I also took the opportunity to beef up the customization GUI with lots of helpful feedback from Dave, and to lay down precise snap points across the board only when they were needed.  Rogue snap points for players that weren’t seated or decks that weren’t enabled were gone and these little polish points were very satisfying to engage.  Very few of the satisfying sensations of cards flying around in the first proof-of-concept had remained.  Instead, things went straight where they needed to and wasted little time, a precious commodity to everyone that I did not want to take for granted.

The final version of setup, complete with authentic recipe cards delivered to your door.

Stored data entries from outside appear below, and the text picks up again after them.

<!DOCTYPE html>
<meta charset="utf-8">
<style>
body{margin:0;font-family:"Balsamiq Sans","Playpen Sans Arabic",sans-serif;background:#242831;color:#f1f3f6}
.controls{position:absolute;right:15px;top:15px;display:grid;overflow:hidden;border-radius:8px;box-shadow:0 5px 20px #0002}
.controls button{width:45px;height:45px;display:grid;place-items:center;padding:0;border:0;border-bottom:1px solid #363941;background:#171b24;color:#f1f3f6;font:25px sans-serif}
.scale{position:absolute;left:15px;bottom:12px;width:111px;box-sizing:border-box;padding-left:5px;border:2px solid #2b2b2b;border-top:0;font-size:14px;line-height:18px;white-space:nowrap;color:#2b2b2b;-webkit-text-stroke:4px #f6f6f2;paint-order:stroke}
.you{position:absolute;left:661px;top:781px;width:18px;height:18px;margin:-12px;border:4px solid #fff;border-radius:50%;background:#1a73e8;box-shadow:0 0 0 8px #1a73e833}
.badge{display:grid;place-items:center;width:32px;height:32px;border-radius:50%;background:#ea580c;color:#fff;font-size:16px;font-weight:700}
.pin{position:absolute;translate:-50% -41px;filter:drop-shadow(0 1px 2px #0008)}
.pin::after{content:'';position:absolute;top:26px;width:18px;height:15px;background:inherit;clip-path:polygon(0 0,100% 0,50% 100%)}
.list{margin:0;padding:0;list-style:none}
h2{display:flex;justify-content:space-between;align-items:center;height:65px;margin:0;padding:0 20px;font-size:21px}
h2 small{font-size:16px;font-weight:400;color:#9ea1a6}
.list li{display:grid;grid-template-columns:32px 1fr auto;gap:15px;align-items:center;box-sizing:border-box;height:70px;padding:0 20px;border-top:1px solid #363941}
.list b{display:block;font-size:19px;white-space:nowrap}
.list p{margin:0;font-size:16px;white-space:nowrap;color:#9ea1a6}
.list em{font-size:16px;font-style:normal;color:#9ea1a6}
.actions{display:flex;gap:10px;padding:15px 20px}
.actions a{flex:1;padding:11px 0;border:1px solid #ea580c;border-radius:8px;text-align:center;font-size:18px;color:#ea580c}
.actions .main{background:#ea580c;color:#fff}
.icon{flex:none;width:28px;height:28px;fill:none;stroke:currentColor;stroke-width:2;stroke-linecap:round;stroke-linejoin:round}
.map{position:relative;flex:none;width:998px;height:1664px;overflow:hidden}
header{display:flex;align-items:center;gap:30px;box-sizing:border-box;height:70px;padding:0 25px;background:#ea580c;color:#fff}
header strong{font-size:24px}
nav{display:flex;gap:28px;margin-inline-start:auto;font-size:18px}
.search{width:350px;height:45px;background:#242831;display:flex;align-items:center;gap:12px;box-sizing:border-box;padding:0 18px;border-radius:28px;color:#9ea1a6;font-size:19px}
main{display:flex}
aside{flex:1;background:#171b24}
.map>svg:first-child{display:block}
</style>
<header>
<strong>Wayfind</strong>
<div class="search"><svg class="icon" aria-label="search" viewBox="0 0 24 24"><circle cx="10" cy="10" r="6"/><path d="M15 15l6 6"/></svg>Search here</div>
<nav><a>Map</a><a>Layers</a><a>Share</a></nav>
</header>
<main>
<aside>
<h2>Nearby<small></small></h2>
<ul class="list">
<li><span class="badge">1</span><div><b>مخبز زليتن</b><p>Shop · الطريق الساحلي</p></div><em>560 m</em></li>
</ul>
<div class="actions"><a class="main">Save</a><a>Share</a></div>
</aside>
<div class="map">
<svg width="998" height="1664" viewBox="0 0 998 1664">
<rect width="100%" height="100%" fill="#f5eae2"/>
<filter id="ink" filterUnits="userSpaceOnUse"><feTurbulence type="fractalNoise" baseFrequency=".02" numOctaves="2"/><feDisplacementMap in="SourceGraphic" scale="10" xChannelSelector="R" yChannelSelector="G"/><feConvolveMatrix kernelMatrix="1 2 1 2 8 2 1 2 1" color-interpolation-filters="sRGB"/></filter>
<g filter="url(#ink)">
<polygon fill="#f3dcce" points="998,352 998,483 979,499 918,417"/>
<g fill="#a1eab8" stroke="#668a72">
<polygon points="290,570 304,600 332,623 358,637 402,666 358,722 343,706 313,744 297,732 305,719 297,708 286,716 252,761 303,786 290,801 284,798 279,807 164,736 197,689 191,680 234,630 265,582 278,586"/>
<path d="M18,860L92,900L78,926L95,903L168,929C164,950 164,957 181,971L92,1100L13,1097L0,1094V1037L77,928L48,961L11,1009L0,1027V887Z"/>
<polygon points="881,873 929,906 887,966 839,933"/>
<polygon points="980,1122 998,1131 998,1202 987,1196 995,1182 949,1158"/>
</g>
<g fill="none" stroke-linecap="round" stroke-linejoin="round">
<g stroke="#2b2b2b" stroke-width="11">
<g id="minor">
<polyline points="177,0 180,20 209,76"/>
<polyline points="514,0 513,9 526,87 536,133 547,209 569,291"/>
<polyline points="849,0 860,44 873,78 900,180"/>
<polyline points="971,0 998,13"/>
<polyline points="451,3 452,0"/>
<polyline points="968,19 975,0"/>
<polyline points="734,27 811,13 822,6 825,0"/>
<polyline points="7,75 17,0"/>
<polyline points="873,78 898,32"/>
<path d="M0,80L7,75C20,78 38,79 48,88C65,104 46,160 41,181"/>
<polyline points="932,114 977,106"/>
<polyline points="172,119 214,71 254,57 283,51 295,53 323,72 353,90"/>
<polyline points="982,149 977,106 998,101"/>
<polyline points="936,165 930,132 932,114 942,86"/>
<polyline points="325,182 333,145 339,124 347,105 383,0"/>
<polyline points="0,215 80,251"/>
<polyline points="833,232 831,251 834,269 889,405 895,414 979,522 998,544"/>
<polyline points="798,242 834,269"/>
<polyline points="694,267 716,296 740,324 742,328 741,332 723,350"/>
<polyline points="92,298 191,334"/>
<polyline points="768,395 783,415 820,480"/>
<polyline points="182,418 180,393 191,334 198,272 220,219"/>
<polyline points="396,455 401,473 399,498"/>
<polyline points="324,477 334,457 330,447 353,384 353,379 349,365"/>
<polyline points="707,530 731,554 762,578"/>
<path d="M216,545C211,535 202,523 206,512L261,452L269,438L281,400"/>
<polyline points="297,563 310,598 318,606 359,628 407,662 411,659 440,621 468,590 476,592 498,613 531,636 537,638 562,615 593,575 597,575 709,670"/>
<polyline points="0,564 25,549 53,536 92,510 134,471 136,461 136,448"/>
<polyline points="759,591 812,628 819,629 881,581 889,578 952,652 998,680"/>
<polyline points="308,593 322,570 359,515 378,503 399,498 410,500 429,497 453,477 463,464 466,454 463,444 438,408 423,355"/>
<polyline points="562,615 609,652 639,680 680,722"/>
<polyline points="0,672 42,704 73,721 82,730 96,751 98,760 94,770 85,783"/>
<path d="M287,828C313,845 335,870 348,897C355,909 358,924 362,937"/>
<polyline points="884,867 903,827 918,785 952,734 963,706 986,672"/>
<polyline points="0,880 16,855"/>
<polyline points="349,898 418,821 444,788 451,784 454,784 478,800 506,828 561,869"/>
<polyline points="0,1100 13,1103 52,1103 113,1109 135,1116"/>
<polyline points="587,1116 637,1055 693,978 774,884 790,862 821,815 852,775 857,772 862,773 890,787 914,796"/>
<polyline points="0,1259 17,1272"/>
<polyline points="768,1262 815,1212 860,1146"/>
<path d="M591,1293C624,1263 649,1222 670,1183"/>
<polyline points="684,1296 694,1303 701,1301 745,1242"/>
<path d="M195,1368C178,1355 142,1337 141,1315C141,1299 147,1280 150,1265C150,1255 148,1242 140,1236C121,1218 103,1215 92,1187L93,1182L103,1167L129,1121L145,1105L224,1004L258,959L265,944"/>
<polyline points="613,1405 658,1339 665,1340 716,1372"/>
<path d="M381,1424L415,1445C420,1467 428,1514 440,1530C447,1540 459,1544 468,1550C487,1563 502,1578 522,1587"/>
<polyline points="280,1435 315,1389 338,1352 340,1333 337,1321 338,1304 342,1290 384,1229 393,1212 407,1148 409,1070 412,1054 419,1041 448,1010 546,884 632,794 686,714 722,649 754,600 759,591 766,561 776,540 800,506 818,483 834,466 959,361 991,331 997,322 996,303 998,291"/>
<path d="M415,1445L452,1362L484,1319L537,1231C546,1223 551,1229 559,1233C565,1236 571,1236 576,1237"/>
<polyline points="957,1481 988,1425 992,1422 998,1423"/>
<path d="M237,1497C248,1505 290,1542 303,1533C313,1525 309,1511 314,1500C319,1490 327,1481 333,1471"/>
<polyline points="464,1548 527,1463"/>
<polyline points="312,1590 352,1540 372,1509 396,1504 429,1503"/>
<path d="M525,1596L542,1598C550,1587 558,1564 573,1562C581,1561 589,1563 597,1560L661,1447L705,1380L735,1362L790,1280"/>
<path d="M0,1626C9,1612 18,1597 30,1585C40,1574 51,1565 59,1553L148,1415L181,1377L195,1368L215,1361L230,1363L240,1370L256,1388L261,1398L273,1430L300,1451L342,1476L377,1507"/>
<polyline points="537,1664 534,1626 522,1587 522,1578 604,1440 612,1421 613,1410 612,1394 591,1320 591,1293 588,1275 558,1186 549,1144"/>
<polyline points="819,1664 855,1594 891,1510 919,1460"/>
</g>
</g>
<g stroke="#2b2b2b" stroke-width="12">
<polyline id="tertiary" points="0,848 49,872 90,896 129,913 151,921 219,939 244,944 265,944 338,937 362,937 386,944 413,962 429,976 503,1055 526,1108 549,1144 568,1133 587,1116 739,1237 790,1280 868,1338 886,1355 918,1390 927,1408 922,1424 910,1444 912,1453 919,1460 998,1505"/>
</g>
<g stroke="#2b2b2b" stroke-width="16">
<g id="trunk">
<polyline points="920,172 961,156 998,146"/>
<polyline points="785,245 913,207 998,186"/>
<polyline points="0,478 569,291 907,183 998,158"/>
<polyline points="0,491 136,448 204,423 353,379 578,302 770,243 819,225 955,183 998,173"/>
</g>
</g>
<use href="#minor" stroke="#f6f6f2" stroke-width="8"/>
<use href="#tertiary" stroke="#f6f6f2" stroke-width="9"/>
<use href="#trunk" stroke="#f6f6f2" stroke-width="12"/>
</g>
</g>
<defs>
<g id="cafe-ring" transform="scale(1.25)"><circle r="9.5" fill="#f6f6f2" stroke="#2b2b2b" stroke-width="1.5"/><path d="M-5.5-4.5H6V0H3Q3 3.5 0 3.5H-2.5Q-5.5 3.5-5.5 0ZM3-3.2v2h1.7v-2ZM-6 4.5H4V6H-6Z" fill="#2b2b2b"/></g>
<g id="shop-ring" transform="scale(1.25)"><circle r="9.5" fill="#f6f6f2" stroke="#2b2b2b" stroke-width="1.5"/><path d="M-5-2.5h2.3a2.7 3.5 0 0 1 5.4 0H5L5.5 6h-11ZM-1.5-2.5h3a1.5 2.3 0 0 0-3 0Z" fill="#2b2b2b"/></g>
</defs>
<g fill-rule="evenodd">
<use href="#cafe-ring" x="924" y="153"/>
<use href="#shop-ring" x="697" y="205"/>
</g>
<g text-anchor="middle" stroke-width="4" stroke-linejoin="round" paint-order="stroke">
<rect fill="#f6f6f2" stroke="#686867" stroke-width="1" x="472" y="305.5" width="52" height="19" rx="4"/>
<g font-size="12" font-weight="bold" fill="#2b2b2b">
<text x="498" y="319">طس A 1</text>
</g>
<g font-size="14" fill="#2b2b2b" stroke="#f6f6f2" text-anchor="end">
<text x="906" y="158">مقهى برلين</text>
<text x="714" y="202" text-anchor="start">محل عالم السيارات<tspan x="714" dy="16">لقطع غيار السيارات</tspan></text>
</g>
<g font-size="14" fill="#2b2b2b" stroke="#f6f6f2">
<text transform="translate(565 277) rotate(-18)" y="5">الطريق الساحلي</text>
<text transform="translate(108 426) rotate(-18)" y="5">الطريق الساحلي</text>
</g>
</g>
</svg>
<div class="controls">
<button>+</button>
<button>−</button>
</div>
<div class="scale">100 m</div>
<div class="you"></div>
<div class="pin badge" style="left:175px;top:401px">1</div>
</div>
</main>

But those strangely satisfying sensations were still there, a surrogate for the scent and feel of a freshly opened waxed cardstock or punching out chits from a perfectly perforated board.  It was concentrated to its own essence through Dave’s tireless pursuit of perfection, Erik’s brilliant and unique artwork, and the learning process of my own journey through TTS Lua scripting.  And I am now feeling the empty nest sensation of a programmer that has done their job well.  My creation sits in the hands of players, waiting for bugs to be found, but other than an initial flurry of small problems, no exterminating has been necessary!  I am no master of TTS Lua but I have tamed it enough to feel confident with it and, being a teacher, I am eager to pass on this knowledge now to the next generation of tabletop game designers.

2 thoughts on “Distilling the Essence Out of TTS’s Lua Scripting

  1. Jim says:

    Felt like I was reading a summary of my own adventure for the past 9 months… been developing a TTS mod for Nightingale Games’ War Room and had to learn Lua scripting from scratch. I even wrote my own promise library to improve on the Wait API that TTS provides! Let me know if you want to swap notes sometime 🙂

    1. distilledgame.com says:

      Thanks Jim! I’ll pass on this comment to Seth, as I’m sure he’d love this!